Le cinéma m’a toujours paru un médium riche, polysémique et polymorphe.

J’ai abordé le cinéma comme spectateur curieux puis comme acteur, opérateur, monteur, critique, metteur en scène, producteur, réalisateur, programmateur, diffuseur... C’est dire que les divers secteurs du cinéma me touchent et il me semble nécessaire de les connaître, ou mieux de les pratiquer, pour aborder pleinement la réalisation.

Raconter des histoires par le cinéma m’a personnellement moins tenté que de témoigner directement des réalités par des documentaires, ou d’explorer l’esthétique et les techniques du cinéma pour concevoir des oeuvres dites expérimentales ou d’avant-garde.

Dans cette optique, l’approche du mouvement lettriste m’a paru élargir les possibilités plastiques, esthétiques, économiques et plus largement sociales du cinéma. C’est en participant aux évolutions de ce mouvement que j’ai pu orienter mon travail vers le cinéma de recherche, sans cesser de tourner régulièrement des documentaires, parfois sur le lettrisme même (Rencontres avec le Lettrisme, 1989).

Mon travail dans le cinéma expérimental s’est épanoui dans

les interventions directes sur les pellicules: ciselures (Au Fils de l’aiguil, 1981), perforations (La Citation, 1981), collages (Ecrisses, 1981), entailles (Il y aura toujours des fraises à brûler, 1981), colorisation (Les Futurs antérieurs, 1981), signes graphiques (Petit déjeuner hypergraphique, 1981), détournement d’histoire (Bomba le violeur?, 1981)...

les effets de montage: en biais dans l’image (Un petit bol d’air, 1981), alternances de rythmes (Paris Cils, 1983), accélérations (Le Vent du soir, 1981), décélérations (Slug ou La dernière limace, 1987), accumulations (Antologic, 1982)...

les mixages de son: sans rapports avec l’image, discrépants (Desaccords, 1981), exprimés par l’image (Cursivités, 1982), autonomes (Le Rivage sanglant, 1985)...

Les effets ont souvent été explorés en soulignant les aspects de la représentation cinématographique (Des buts, 1981), en relevant le côté artificiel du 7ème art (Le Vent du soir, 1981), en ironisant sur son rapport de fascination par rapport au spectateurs (Le Coup de fil, 1986)...

Il m’a toujours semblé que les films doivent rester spectaculaires, ou a-spectaculaires, et donc quelque part, légitimer l’attention des spectateurs vers ce spectacle. J’ai préféré que mes films de recherche soient courts (Le Rendez vous mystérieux, 1981) et structurés en fonction des effets qui avaient motivé ou induit leur réalisation (Insidance, 1992)....

La majorité de mes courts métrages sont travaillés à même l’émulsion, avec de la pellicule récupérée et sélectionnée.
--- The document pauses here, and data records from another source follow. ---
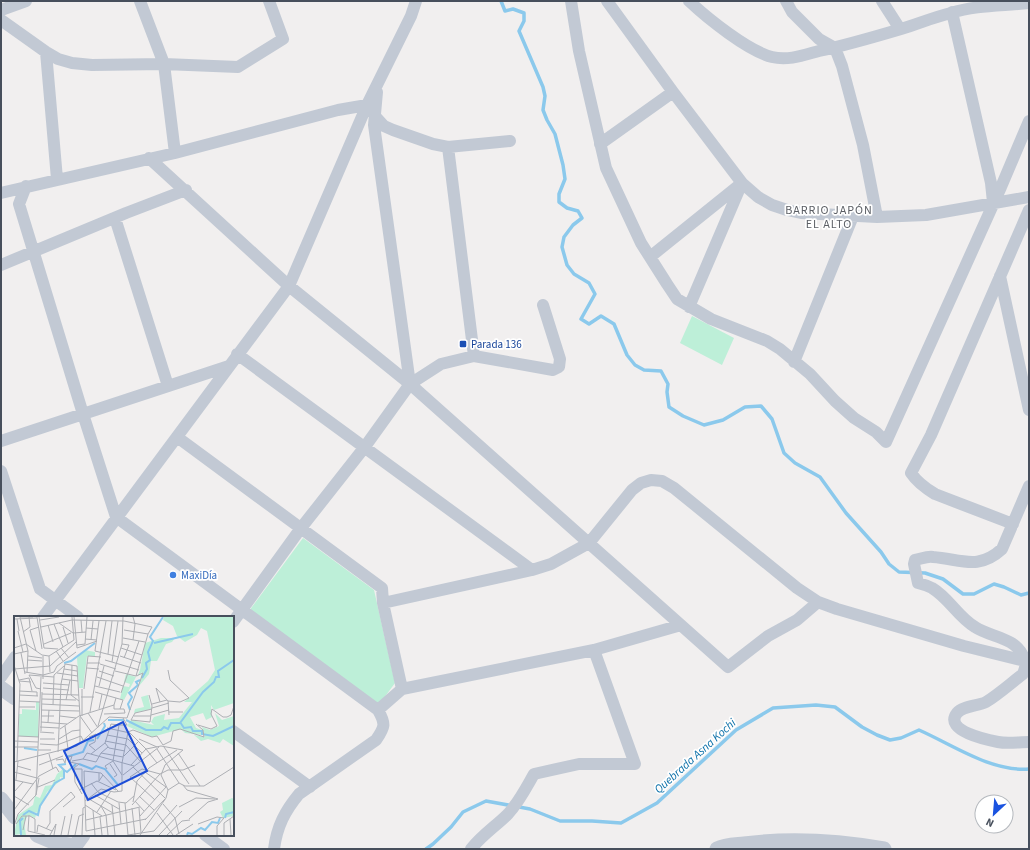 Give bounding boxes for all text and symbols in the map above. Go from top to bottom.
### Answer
district label: BARRIO JAPÓN EL ALTO [785,202,873,233]
place label: Parada 136 [471,337,522,352]
marker: Parada 136 [458,339,468,349]
place label: MaxiDía [181,568,217,583]
marker: MaxiDía [168,570,178,580]
inset map [14,616,234,836]
water label: Quebrada Asna Kochi [651,715,740,798]
north arrow [974,794,1014,834]
text: N [983,814,996,831] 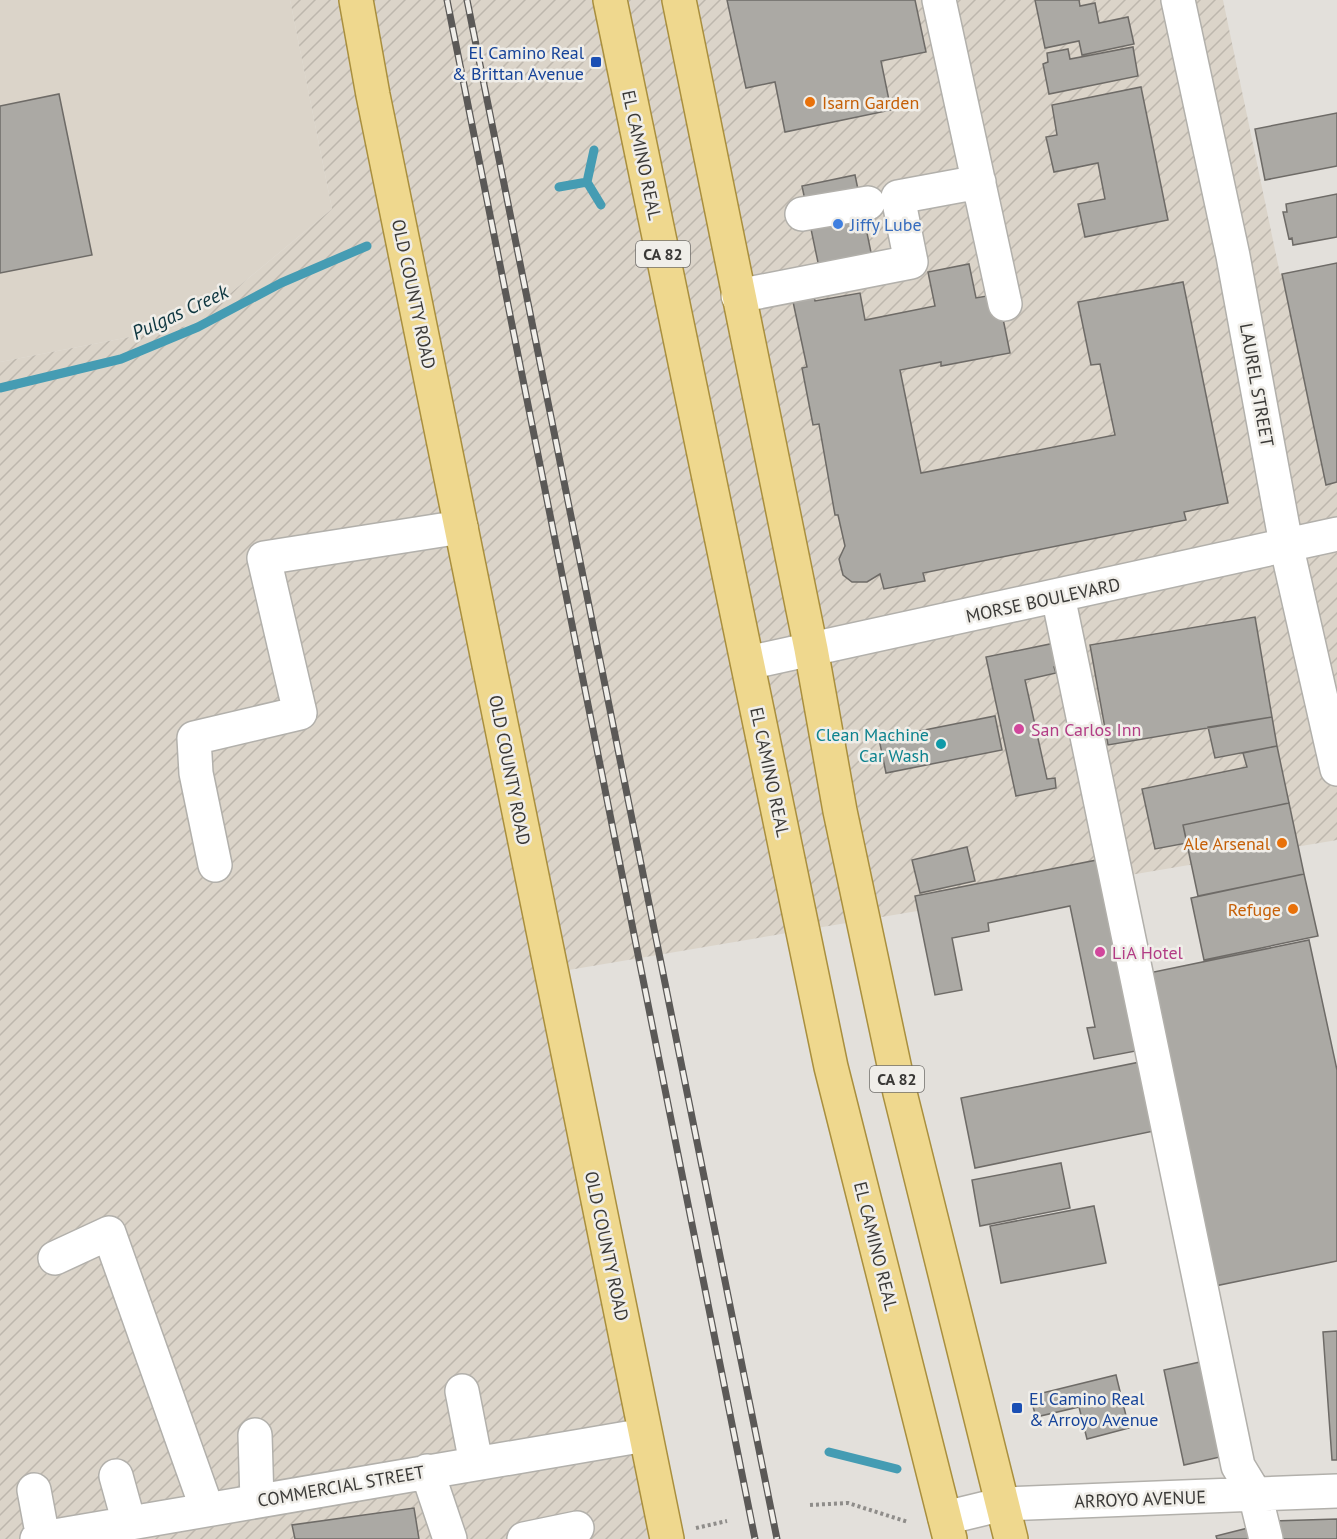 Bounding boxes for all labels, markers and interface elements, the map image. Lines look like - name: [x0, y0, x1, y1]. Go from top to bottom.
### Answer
- place label: El Camino Real & Brittan Avenue: [452, 41, 585, 85]
- marker: El Camino Real & Brittan Avenue: [589, 55, 603, 69]
- street label: EL CAMINO REAL: [617, 88, 667, 222]
- place label: Isarn Garden: [822, 91, 919, 114]
- marker: Isarn Garden: [803, 95, 817, 109]
- place label: Jiffy Lube: [849, 213, 922, 236]
- street label: OLD COUNTY ROAD: [387, 217, 441, 371]
- marker: Jiffy Lube: [831, 217, 845, 231]
- road number: CA 82: [636, 241, 690, 267]
- water label: Pulgas Creek: [128, 278, 233, 346]
- street label: LAUREL STREET: [1235, 321, 1279, 449]
- street label: MORSE BOULEVARD: [964, 572, 1122, 628]
- street label: OLD COUNTY ROAD: [484, 693, 536, 847]
- street label: EL CAMINO REAL: [745, 705, 795, 839]
- place label: San Carlos Inn: [1031, 718, 1141, 741]
- marker: San Carlos Inn: [1012, 722, 1026, 736]
- place label: Clean Machine Car Wash: [816, 723, 929, 767]
- marker: Clean Machine Car Wash: [934, 737, 948, 751]
- place label: Ale Arsenal: [1183, 832, 1271, 855]
- marker: Ale Arsenal: [1275, 836, 1289, 850]
- place label: Refuge: [1228, 898, 1281, 921]
- marker: Refuge: [1286, 902, 1300, 916]
- place label: LiA Hotel: [1112, 941, 1184, 964]
- marker: LiA Hotel: [1093, 945, 1107, 959]
- road number: CA 82: [870, 1066, 924, 1092]
- street label: OLD COUNTY ROAD: [580, 1169, 634, 1323]
- street label: EL CAMINO REAL: [849, 1179, 903, 1313]
- place label: El Camino Real & Arroyo Avenue: [1029, 1387, 1158, 1431]
- marker: El Camino Real & Arroyo Avenue: [1010, 1401, 1024, 1415]
- street label: COMMERCIAL STREET: [256, 1460, 426, 1512]
- street label: ARROYO AVENUE: [1074, 1485, 1206, 1513]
Mais il y en a un certain nombre pour lesquels je ne suis pas intervenu sur le support, privilégiant des effets créés à la prise de vue: mouvements (Liny, 1982), zooms, (La Chair fraîche, 1987), fondus (Insidance, 1992), filages (Fil(m)age, 1984)... D’autres films reposent sur l’exploitation d’une idée qui les a engendrés (Paris Cils, 1983, Le Faux Rhum des Halles, 1986...)

Mais les possibilités d’expressions et d’explorations du cinéma ne peuvent se réduire au dispositif traditionnel: film sur pellicule, salle de projection, spectateurs. D’ailleurs les évolutions techniques relèguent ce schéma au rang de structure obsolète. Entérinant le désir d’éclatement puis de reconstruction d’autres formes de cinéma, défendues et avancées par le mouvement lettriste, j’ai élargi mon travail de cinéaste par des films imaginaires avec ou sans pellicule (infinitésimaux), des films créés par les spectateurs (supertemporels) avec ou sans supports, des films développés par une extension infini de ces participations ou non participations (excoordisme)...

Ainsi mes réalisations cinématographiques expérimentales sont matérialisées par un certain nombre de courts métrages sur pellicule depuis 1980, marqués par un goût pour le 16mm, accessoirement le Super 8 ainsi que la vidéo. J’ai également employé d’autres supports que la pellicule en publiant des films (Cinérama, 1982), en rédigeant des textes pour former des films, en effectuant moi même des performances cinématographiques en direct, en France et à l’étranger.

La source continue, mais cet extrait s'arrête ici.